Search the data for the string "street" and extract every line where it appears.

• [MATERIAL TO PROCESS]:

.....

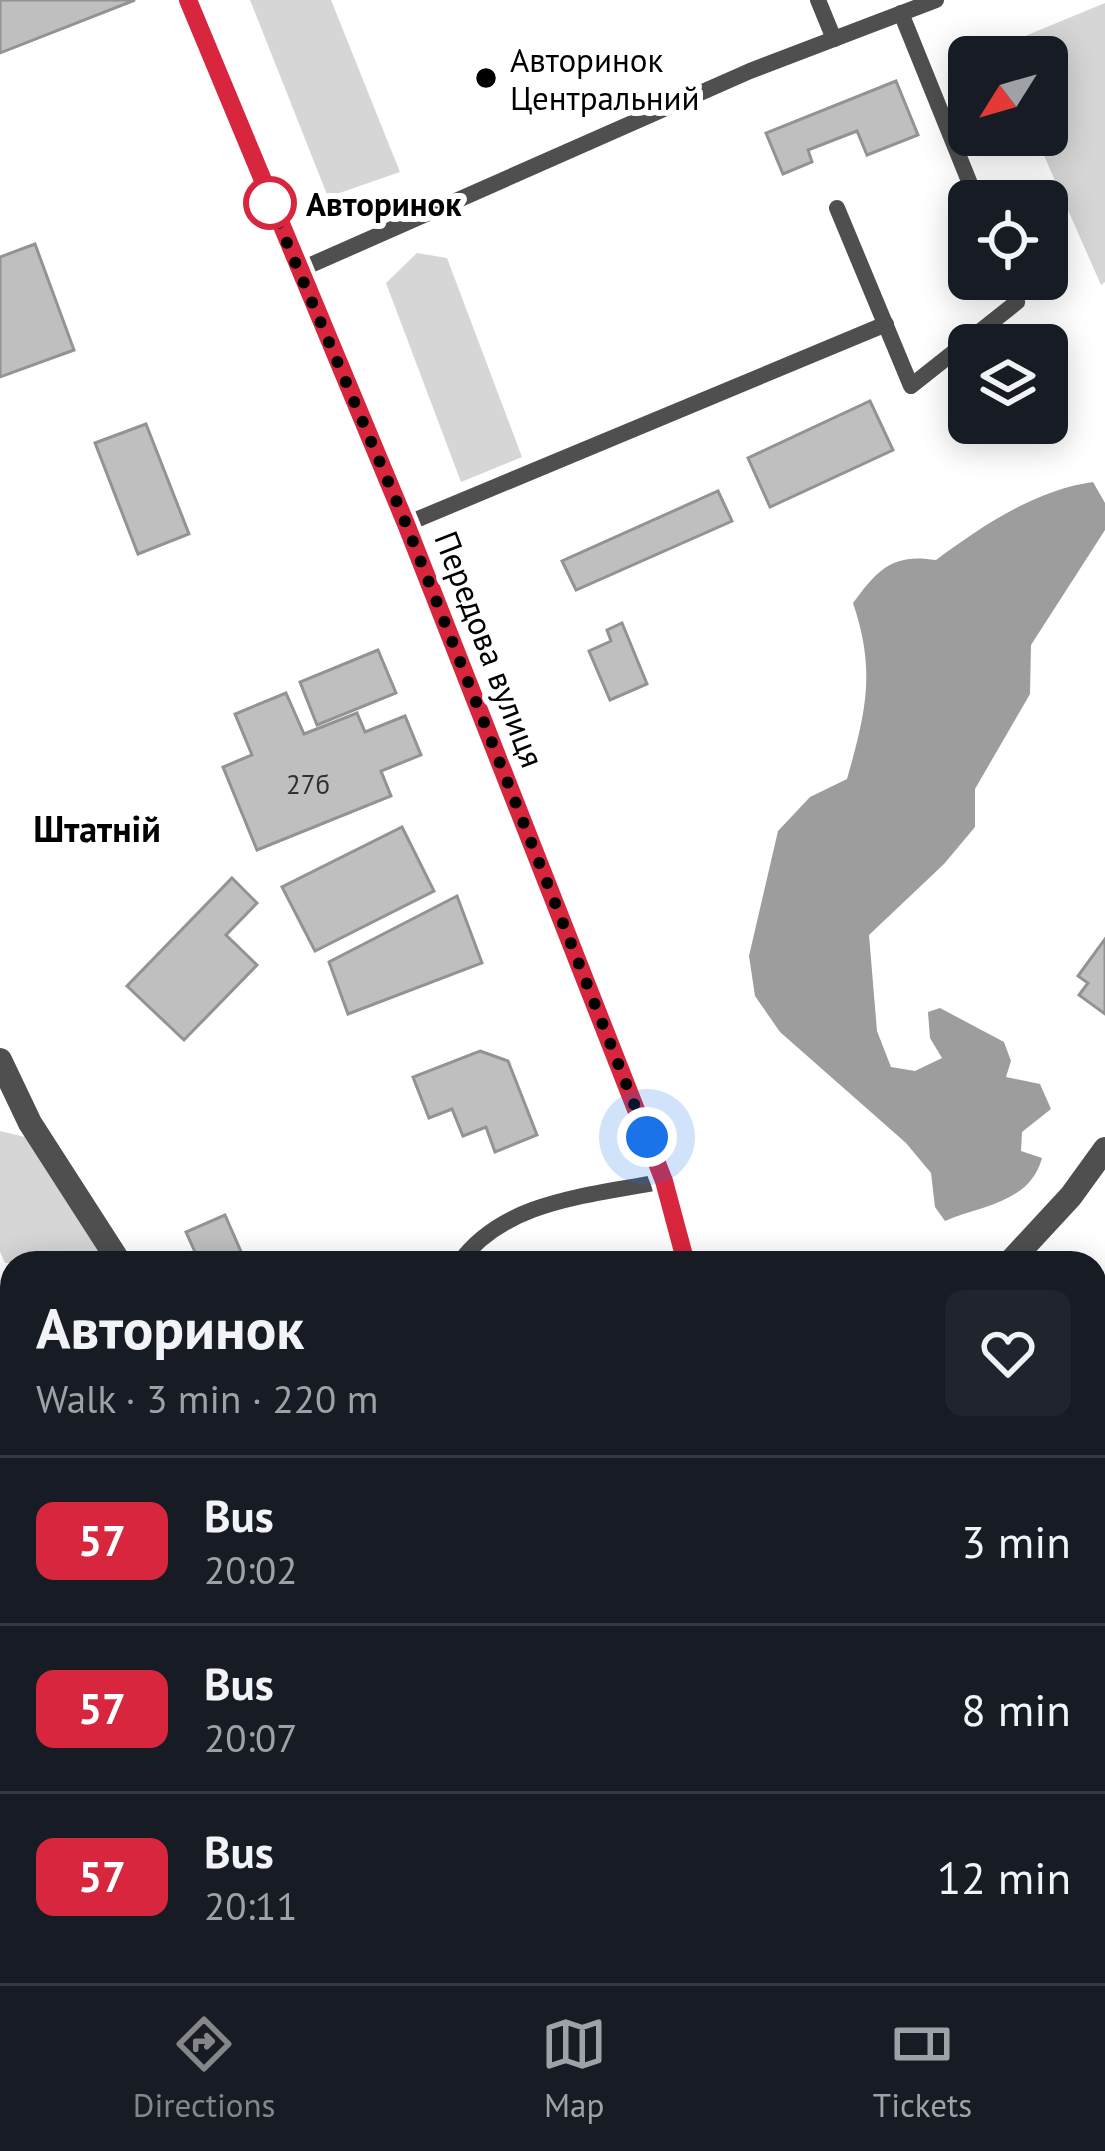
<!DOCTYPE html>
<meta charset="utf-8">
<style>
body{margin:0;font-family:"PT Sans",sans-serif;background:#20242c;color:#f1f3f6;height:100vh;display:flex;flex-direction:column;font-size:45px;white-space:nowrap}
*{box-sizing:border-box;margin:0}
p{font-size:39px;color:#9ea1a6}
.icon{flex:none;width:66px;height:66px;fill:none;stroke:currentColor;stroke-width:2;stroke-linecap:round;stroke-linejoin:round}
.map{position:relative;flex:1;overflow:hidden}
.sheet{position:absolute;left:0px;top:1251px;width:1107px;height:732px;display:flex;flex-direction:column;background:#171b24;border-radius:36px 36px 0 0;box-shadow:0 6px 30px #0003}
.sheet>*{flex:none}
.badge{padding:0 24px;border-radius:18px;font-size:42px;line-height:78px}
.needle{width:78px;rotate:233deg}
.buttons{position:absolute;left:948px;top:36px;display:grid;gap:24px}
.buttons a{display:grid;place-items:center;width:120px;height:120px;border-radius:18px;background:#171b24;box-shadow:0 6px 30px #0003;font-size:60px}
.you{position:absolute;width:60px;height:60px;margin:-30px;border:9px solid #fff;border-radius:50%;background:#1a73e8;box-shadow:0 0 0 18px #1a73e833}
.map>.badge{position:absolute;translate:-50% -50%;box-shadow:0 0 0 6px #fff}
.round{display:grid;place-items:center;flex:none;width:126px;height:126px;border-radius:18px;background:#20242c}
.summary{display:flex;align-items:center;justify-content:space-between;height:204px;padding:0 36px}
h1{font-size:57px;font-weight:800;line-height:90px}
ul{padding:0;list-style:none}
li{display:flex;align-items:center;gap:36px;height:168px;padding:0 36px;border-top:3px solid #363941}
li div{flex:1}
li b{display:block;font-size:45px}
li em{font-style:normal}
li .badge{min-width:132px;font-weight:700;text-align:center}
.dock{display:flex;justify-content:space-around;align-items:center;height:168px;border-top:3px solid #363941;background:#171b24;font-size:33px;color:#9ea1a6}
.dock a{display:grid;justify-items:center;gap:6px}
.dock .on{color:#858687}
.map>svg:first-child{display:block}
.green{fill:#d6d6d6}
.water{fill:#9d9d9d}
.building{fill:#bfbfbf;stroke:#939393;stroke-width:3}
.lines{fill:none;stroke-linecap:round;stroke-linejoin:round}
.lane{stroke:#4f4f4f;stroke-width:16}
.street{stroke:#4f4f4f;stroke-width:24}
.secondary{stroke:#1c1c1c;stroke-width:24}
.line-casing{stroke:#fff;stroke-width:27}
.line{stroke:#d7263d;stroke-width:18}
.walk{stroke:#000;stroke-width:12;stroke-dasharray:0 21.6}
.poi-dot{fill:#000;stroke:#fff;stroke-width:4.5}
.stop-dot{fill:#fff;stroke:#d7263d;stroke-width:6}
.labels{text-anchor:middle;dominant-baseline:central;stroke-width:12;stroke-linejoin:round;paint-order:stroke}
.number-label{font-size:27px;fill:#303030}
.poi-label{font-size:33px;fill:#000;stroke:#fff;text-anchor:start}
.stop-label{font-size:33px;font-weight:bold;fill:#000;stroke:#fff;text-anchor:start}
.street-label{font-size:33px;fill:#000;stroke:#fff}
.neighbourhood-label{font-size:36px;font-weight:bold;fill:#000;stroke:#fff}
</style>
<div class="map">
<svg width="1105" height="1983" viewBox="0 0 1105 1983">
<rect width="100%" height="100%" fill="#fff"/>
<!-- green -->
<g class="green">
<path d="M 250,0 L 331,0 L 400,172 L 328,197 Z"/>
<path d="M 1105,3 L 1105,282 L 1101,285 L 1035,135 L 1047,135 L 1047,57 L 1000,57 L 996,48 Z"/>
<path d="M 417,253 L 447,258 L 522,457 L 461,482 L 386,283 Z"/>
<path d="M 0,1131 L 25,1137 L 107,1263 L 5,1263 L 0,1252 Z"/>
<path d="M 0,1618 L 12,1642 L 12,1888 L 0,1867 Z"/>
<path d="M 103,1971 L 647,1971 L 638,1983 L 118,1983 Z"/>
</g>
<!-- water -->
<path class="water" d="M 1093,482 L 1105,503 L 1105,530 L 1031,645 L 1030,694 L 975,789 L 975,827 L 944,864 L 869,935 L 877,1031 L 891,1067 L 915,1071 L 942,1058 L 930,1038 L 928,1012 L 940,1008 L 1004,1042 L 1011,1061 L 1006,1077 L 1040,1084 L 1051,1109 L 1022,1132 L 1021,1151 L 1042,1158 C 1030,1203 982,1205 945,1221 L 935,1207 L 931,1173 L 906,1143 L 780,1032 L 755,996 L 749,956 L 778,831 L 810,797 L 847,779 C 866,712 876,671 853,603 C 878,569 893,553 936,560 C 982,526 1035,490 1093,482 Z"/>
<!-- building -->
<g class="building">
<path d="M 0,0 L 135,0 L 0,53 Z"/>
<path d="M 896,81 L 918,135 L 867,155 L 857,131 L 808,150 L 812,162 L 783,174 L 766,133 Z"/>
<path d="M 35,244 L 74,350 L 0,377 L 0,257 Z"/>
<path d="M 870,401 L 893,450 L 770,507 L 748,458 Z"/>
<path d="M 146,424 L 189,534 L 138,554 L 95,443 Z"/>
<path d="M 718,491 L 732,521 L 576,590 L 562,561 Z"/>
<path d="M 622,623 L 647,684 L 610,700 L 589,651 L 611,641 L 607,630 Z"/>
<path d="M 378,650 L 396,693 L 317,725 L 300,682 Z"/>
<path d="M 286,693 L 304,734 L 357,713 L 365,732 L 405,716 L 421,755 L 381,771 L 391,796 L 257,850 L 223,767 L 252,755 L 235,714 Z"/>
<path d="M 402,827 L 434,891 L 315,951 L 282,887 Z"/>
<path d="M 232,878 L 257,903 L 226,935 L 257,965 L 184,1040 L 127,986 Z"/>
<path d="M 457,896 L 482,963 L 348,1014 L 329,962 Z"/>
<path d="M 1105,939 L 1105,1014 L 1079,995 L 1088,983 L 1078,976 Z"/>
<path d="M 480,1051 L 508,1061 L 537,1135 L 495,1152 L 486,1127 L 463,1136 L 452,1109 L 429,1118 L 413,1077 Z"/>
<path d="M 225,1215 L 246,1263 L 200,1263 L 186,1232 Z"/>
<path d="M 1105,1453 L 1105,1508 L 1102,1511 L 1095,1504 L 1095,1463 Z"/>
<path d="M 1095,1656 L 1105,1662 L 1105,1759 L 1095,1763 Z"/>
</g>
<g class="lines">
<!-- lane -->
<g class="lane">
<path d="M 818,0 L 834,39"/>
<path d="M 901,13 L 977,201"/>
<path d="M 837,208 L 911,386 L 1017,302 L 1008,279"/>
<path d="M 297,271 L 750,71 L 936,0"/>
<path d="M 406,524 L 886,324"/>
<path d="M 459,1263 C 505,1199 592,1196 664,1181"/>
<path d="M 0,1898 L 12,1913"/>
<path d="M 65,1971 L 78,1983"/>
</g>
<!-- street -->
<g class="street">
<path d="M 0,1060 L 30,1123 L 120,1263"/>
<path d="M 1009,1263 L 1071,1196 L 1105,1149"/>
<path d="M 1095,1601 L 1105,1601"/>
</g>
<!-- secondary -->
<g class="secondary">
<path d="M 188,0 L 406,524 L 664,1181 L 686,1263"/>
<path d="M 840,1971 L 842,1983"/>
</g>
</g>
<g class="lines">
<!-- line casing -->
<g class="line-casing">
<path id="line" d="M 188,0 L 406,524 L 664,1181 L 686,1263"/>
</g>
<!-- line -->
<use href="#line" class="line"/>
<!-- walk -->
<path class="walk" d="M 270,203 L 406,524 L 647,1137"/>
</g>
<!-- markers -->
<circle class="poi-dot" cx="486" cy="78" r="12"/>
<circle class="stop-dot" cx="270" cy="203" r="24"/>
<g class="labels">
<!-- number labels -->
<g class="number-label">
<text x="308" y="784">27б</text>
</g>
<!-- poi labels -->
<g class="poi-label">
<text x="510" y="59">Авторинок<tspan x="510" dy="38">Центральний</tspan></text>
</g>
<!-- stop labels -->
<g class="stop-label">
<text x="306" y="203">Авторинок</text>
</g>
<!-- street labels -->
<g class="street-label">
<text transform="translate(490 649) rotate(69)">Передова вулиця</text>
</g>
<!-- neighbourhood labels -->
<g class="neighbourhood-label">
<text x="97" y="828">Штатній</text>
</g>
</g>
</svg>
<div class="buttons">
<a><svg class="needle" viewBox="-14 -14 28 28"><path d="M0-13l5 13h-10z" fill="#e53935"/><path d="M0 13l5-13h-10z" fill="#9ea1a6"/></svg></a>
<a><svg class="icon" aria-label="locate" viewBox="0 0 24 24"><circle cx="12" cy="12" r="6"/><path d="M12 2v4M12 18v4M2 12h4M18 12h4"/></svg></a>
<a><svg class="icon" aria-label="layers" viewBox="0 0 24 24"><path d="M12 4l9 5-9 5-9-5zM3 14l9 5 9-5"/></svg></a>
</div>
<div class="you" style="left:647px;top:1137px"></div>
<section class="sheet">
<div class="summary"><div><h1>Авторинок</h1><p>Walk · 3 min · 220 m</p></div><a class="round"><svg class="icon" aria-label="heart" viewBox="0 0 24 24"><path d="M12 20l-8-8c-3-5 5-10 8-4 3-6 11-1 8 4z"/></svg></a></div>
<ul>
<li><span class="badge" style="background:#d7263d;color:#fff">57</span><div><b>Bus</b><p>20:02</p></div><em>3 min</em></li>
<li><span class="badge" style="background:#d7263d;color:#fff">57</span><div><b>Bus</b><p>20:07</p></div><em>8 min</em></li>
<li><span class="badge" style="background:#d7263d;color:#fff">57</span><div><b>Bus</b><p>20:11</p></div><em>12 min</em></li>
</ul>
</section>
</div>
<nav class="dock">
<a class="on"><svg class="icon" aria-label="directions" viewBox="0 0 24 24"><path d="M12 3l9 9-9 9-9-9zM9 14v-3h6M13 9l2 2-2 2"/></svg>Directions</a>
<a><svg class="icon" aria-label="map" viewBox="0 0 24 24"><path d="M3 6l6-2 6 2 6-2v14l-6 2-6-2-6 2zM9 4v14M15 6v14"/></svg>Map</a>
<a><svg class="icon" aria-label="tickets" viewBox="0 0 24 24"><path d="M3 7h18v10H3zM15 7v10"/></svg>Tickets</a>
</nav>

.....

• [RESPONSE TO THE TASK]:
.street{stroke:#4f4f4f;stroke-width:24}
.street-label{font-size:33px;fill:#000;stroke:#fff}
<!-- street -->
<g class="street">
<!-- street labels -->
<g class="street-label">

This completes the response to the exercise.